La grossesse : un moment privilégié pour écraser

Les femmes enceintes font partie des fumeurs pour qui il est le plus difficile d’écraser et pourtant, peu d’informations et beaucoup de confusion circulent sur l’arrêt tabagique pendant la grossesse. C’est pourquoi l’abandon du tabac de cette population a été retenu comme une priorité de la journée Abandon du tabac : les femmes enceintes et les jeunes d’abord, tenue le 14 novembre à Québec, à l’occasion des 9es Journées annuelles de santé publique (JASP).
Obstacles et opportunités

Le tabagisme des femmes enceintes est doublement inquiétant, puisque autant la mère que l’enfant en subissent les effets néfastes. Jusqu’à 31 % des Québécoises sont toujours exposées à la fumée de tabac pendant leur grossesse, dont 21 % de manière active et 10 % de manière passive. Chercheur à l’École de psychoéducation de l’Université de Montréal, Paul L. Gendreau a expliqué qu’il est plus difficile d’abandonner le tabac pour les personnes pauvres, situation dans laquelle se trouvent davantage de femmes. Dans le quartier montréalais d’Hochelaga-Maisonneuve, il y a jusqu’à 65 % de fumeuses parmi les 20 ans et moins. « Dans les milieux défavorisés, on est souvent préoccupés à éteindre d’autres feux », a corroboré Nathalie Garant, infirmière au CLSC Pointe-de-l’Île, dans l’est de Montréal.

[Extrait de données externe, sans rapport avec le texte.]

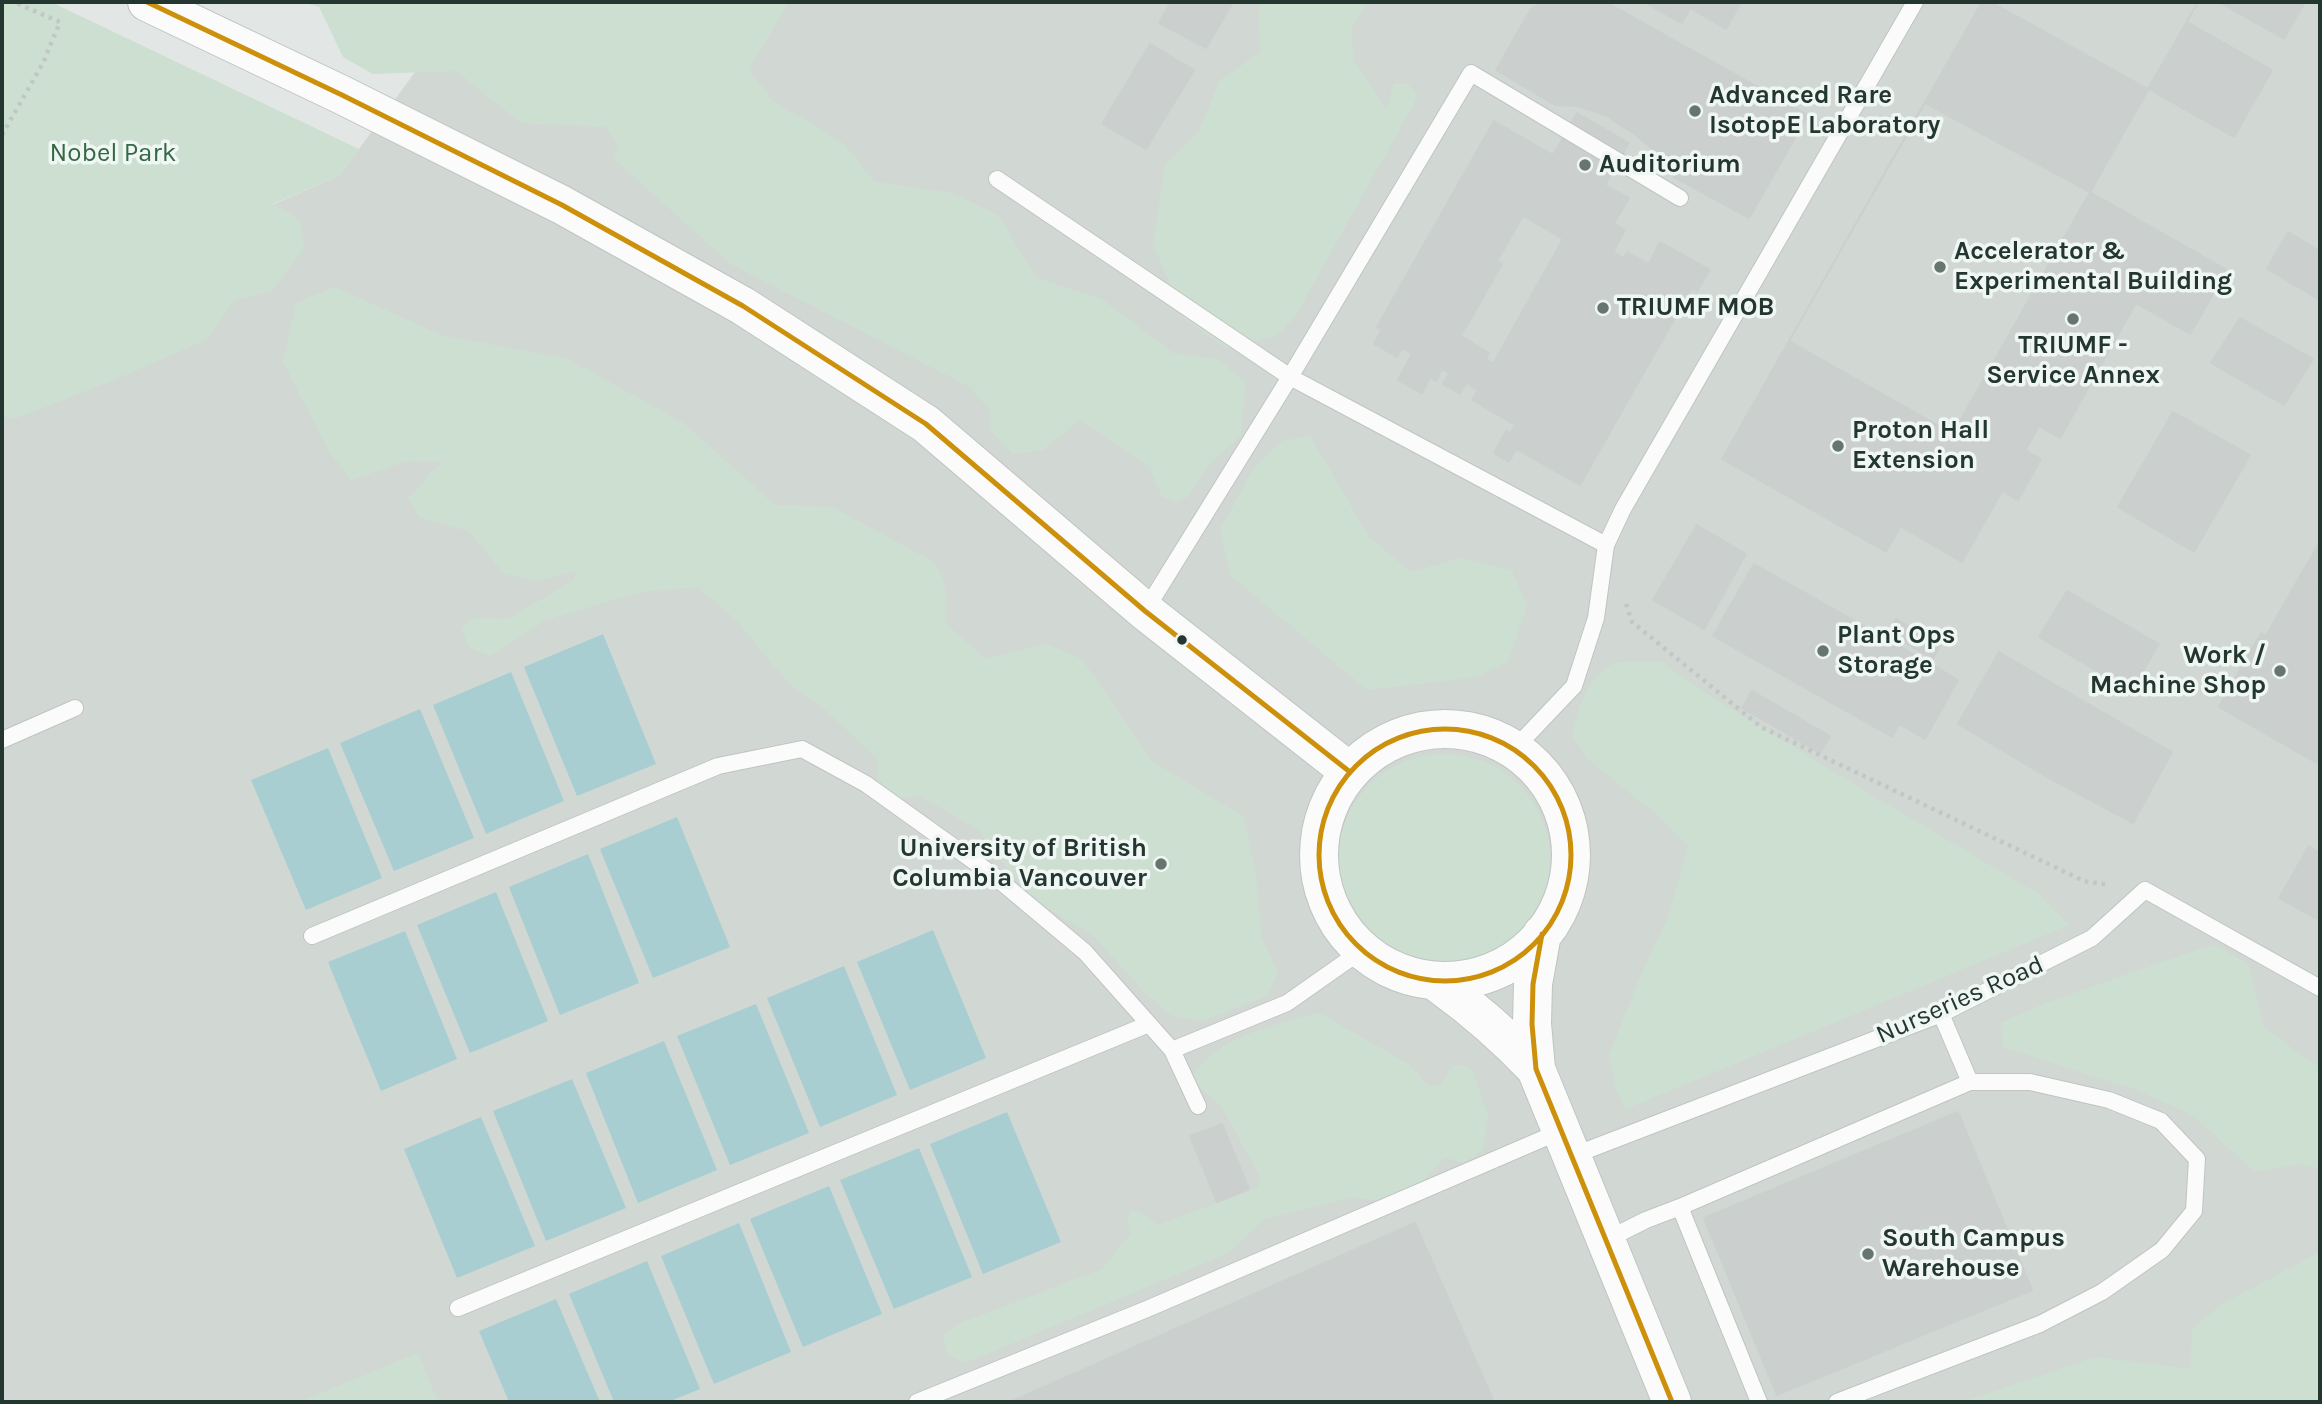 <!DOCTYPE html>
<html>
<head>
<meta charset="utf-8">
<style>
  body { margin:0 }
  #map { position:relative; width:2322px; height:1404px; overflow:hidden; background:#e2e7e5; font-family:Karla,sans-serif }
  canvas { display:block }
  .frame { position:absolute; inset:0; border:4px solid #233730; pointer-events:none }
</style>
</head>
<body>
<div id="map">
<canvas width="2322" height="1404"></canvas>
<div class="frame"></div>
</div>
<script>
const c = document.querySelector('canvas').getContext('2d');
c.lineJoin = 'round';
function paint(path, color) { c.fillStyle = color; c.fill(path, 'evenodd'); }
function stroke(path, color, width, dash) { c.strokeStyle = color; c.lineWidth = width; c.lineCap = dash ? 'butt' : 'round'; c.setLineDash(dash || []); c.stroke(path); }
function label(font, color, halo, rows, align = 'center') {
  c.font = font + ' Karla,sans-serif'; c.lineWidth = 7; c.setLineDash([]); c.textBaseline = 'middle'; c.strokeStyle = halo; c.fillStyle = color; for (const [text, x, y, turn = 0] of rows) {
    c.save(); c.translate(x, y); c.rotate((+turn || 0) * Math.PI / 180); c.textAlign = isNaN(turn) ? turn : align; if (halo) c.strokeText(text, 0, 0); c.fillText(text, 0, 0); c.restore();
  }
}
const built = new Path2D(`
  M 466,2 L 2320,2 L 2320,1402 L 2,1402 L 2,325 L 340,175 Z`);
const green = new Path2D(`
  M 2,2 L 51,2 L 359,149 L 340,175 L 273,204 L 300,220 L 304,248 L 272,291 L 234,301 L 207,339 L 121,377 L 14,419 L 2,416 Z
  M 302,2 L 789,2 L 749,69 L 772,100 L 844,144 L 875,182 L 952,193 L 998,215 L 1037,278 L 1103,300 L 1173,353 L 1219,360 L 1245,382 L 1241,436 L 1207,466 L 1190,495 L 1177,503 L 1162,497 L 1150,468 L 1080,419 L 1044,450 L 1012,454 L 991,431 L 989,409 L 970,387 L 731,264 L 614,159 L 618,143 L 606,127 L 521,123 L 456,71 L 373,74 L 343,57 L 319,7 Z
  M 1259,2 L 1363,2 L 1365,6 L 1351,29 L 1354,62 L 1386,110 L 1394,84 L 1408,84 L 1418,96 L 1296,315 L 1278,335 L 1226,348 L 1184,318 L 1153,244 L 1165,165 L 1199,131 L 1220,80 L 1260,53 Z
  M 335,287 L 441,335 L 568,359 L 685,424 L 775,505 L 832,507 L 936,563 L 946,589 L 945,623 L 986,659 L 1046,644 L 1082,659 L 1152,761 L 1244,817 L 1256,875 L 1262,939 L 1278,972 L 1267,996 L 1202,1021 L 1170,1015 L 1142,990 L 1095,937 L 1031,898 L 977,829 L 920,796 L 893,800 L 878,787 L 877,758 L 823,708 L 789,684 L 736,620 L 697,587 L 640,592 L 546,620 L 491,656 L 470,648 L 461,628 L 475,618 L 508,619 L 574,580 L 576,571 L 538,581 L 503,573 L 469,531 L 419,517 L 408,498 L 441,462 L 406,461 L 351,480 L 329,451 L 283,362 L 296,303 Z
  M 1310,436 L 1369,537 L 1411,572 L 1461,558 L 1512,571 L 1527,606 L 1508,661 L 1476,677 L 1367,690 L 1231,576 L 1220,530 L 1255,466 L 1282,441 Z
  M 1660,661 L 1699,689 L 1868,793 L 2040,895 L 2069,925 L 1626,1109 L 1616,1089 L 1609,1055 L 1640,977 L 1668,917 L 1688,847 L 1658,816 L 1589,760 L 1572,735 C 1576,711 1590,672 1614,664 C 1627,660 1646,662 1660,661 Z
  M1338 860a106 106 0 1 1 212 0a106 106 0 1 1-212 0Z
  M 2214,944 L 2248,964 L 2264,1028 L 2320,1068 L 2320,1169 L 2302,1164 L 2254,1172 L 2193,1115 L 2137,1090 L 2003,1047 L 2001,1023 L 2043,1004 Z
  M 1319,1013 L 1410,1065 L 1429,1087 L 1441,1085 L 1453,1066 L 1464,1065 L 1473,1072 L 1488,1115 L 1483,1150 L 1464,1163 L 1444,1157 L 1419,1186 L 1377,1201 L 1354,1197 L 1265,1219 L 1228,1253 L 965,1363 L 948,1355 L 943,1335 L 956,1325 L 1102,1269 L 1131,1233 L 1127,1218 L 1132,1211 L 1139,1212 L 1158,1225 L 1257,1188 L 1261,1178 L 1221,1106 L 1200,1088 L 1193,1075 C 1215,1037 1279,1024 1319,1013 Z
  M 2320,1252 L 2320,1402 L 1962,1402 L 2095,1357 L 2190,1369 L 2192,1329 L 2221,1305 Z
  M 418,1353 L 438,1402 L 299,1402 Z`);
const water = new Path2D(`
  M 603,634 L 656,764 L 577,796 L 524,667 Z
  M 511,672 L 564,801 L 486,834 L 433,705 Z
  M 420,709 L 474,838 L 394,871 L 340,743 Z
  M 328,748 L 382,878 L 306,910 L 251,780 Z
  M 677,817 L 730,947 L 653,978 L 600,849 Z
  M 588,854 L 639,983 L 560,1015 L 509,887 Z
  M 496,892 L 548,1021 L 470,1053 L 417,925 Z
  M 933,930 L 986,1058 L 910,1090 L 857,962 Z
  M 405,931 L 457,1059 L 381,1091 L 328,962 Z
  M 844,966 L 897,1095 L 820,1127 L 767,998 Z
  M 756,1004 L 809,1133 L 730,1165 L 677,1036 Z
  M 664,1041 L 717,1170 L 638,1203 L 586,1073 Z
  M 572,1079 L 626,1208 L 546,1241 L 493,1111 Z
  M 1007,1112 L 1061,1242 L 983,1274 L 930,1144 Z
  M 481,1117 L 535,1246 L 457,1278 L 404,1149 Z
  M 919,1148 L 972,1277 L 894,1309 L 840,1180 Z
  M 829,1186 L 882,1314 L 803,1347 L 750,1219 Z
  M 739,1223 L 791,1352 L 714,1384 L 661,1256 Z
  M 647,1261 L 700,1389 L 668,1402 L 614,1402 L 569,1294 Z
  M 556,1299 L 600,1402 L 509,1402 L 479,1331 Z`);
const building = new Path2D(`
  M 1171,2 L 1233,2 L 1206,48 L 1159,23 Z
  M 1542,2 L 1606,2 L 1808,115 L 1749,218 L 1674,177 L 1659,155 L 1636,135 L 1605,115 L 1577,106 L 1555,105 L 1496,70 L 1531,9 Z
  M 1644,2 L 1741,2 L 1726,29 L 1690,8 L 1682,23 Z
  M 1982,2 L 2198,2 L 1953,434 L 1789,341 Z
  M 1991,2 L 2198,2 L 2148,89 Z
  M 2219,2 L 2305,2 L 2284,39 Z
  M 2187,22 L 2272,70 L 2234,137 L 2148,89 Z
  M 1150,44 L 1194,70 L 1146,149 L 1102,124 Z
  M 1925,103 L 2090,192 L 1953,434 L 1789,341 Z
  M 1577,113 L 1629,143 L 1605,185 L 1629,198 L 1614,223 L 1625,230 L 1613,252 L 1624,258 L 1627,252 L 1692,288 L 1580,485 L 1516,449 L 1509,462 L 1494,453 L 1506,431 L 1510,433 L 1515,425 L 1472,400 L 1478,390 L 1466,383 L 1460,394 L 1443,384 L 1449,373 L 1442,369 L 1436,381 L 1430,377 L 1422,393 L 1398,380 L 1412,354 L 1402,348 L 1397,357 L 1374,344 L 1382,329 L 1377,327 L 1494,121 L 1553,155 ZM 1523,216 L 1563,239 L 1493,364 L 1486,359 L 1489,353 L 1461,336 L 1502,264 L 1497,261 Z
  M 2090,192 L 2227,270 L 2190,334 L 2136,303 L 2060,438 L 1977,391 Z
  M 2288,232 L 2320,251 L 2320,300 L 2267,269 Z
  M 1660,242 L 1710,270 L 1697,291 L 1649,264 Z
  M 2240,318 L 2313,359 L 2284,405 L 2211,363 Z
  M 1789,341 L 1953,434 L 1886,552 L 1722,459 Z
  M 1977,391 L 2039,426 L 1962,562 L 1900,526 Z
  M 2173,412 L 2250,455 L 2194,552 L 2118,507 Z
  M 2025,450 L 2041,459 L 2018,500 L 2002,491 Z
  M 1697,525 L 1746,554 L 1704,629 L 1653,600 Z
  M 2320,542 L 2320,590 L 2299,578 Z
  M 1754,564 L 1933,665 L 1892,737 L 1713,636 Z
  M 2299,578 L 2320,590 L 2320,765 L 2219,707 L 2261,633 L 2266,636 Z
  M 2067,591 L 2159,644 L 2131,691 L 2039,637 Z
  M 1896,619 L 1941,644 L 1933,659 L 1888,633 Z
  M 1999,652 L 2083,701 L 2042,774 L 1958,724 Z
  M 1933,665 L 1958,680 L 1925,739 L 1899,724 Z
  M 1752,691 L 1830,736 L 1820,753 L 1742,708 Z
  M 2083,701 L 2172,752 L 2133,823 L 2042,774 Z
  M 2309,846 L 2320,853 L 2320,921 L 2279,898 Z
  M 1958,1112 L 2032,1290 L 1777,1395 L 1704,1218 Z
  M 1222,1124 L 1249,1189 L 1217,1202 L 1190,1136 Z
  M 1415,1223 L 1494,1402 L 1010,1402 Z`);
const path = new Path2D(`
  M 2,135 L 43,63 L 60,22 L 14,2
  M 1626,604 L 1632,622 L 1761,727 L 2084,881 L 2109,885`);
const service = new Path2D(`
  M 997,179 L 1290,377 L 1606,545 L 1596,618 L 1574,686 L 1517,746
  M 1606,545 L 1623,509 L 1915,2
  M 1145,611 L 1290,377 L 1471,73 L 1680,198
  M 2,740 L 75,708
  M 312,936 L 718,766 L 802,749 L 866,784 L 993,875 L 1085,952 L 1172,1050
  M 1198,1106 L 1172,1050 L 1287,1003 L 1361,951
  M 1572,1156 L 1941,1014 L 2092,938 L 2145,890 L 2320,988
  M 1606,1240 L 1646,1220 L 1680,1207
  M 458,1308 L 1149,1024
  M 917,1402 L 1147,1309 L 1561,1131
  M 1759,1402 L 1680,1207 L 1970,1082 L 1941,1014
  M 1837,1402 L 2040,1324 L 2102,1292 L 2162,1250 L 2194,1211 L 2197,1159 L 2161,1121 L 2109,1100 L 2030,1082 L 1970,1082`);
const tertiary = new Path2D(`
  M 147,2 L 342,95 L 562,205 L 743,306 L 926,424 L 1145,611 L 1350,772
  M1319 855a126 126 0 1 1 252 0a126 126 0 1 1-252 0Z
  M 1542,934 L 1533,984 L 1532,1024 L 1536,1069 L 1672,1402
  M 1439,984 C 1475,1010 1506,1037 1536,1069`);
const bus1 = new Path2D(`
  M 147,2 L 342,95 L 562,205 L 743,306 L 926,424 L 1145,611 L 1350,772
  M1319 855a126 126 0 1 1 252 0a126 126 0 1 1-252 0Z
  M 1542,934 L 1533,984 L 1532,1024 L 1536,1069 L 1672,1402`);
const markers = [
  [1695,111,7,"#66756f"],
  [1585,165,7,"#66756f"],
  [1940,267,7,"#66756f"],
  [1603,308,7,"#66756f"],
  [2073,319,7,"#66756f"],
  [1838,446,7,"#66756f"],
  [1182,640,6,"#233730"],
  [1823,651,7,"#66756f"],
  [2280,671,7,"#66756f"],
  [1161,864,7,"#66756f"],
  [1868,1254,7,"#66756f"]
];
const poiNames = [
  ["Advanced Rare",1709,96],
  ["IsotopE Laboratory",1709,126],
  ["Auditorium",1599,165],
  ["Accelerator &",1954,252],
  ["Experimental Building",1954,282],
  ["TRIUMF MOB",1617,308],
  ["TRIUMF -",2073,346,"center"],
  ["Service Annex",2073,376,"center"],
  ["Proton Hall",1852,431],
  ["Extension",1852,461],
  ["Plant Ops",1837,636],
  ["Storage",1837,666],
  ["Work /",2266,656,"right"],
  ["Machine Shop",2266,686,"right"],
  ["University of British",1147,849,"right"],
  ["Columbia Vancouver",1147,879,"right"],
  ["South Campus",1882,1239],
  ["Warehouse",1882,1269]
];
const parkNames = [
  ["Nobel Park",113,154]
];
const streetNames = [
  ["Nurseries Road",1960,1000,-24]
];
paint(built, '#d1d8d4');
paint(green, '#cddfd1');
paint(water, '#a8ced1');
paint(building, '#cbd0ce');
stroke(building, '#cbd0ce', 2);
stroke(service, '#bfc4c2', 18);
stroke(tertiary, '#bfc4c2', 40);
stroke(path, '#c0c7c4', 4.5, [3.5, 5]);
stroke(service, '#fbfbfb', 16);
stroke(tertiary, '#fbfbfb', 38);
stroke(bus1, '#cd900a', 5);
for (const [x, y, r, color] of markers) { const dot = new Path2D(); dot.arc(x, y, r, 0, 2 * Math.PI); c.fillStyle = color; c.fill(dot); stroke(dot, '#f0f6f3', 2.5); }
label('bold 26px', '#233730', '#f0f6f3', poiNames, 'left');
label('26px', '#336944', '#f0f6f3', parkNames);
label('26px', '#233730', '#f0f6f3', streetNames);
</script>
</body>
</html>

La grossesse accélère l’élimination de la nicotine du corps, ce qui accentue le besoin de fumer et rend la cessation encore plus ardue. Selon M. Gendreau, les rares programmes d’arrêt tabagique destinés aux femmes enceintes sont souvent mal adaptés à leur réalité ou composés d’interventions trop brèves. Louise Guyon, de l’Institut national de santé publique du Québec, a également déploré le manque d’études sur les messages qui sont envoyés aux fumeuses pendant la grossesse, période qui, selon les résultats de sa propre enquête, est considérée par ces dernières comme « l’événement d’une vie ».

Interventions cliniques

Cette perception que partagent les futures mères est encourageante, puisqu’elle révèle une disposition positive à recevoir des conseils pour améliorer leurs habitudes de vie. Les femmes enceintes sont sensibilisées à leur santé, notamment parce qu’elles se soucient du bon développement de leur foetus. Les informations à cet effet proviennent principalement de leur médecin lors du suivi prénatal. « Qu’on le veuille ou non, le médecin est un acteur-clé », a insisté la Dre Maria De Koninck, médecin et professeure en santé communautaire à l’Université Laval. Elle souhaiterait voir ses collègues plus conscientisés face à la cessation des fumeuses enceintes : « S’ils n’offrent pas de conseils sur cet aspect de leur grossesse, les femmes ne le considèrent pas avec la même importance que les autres recommandations. » La grossesse serait donc un moment privilégié pour réussir une démarche d’arrêt tabagique et aurait l’avantage de transcender l’obstacle que peut représenter le statut socioéconomique, puisque toutes les femmes, des plus riches aux plus démunies, rencontrent un médecin pendant qu’elles sont enceintes.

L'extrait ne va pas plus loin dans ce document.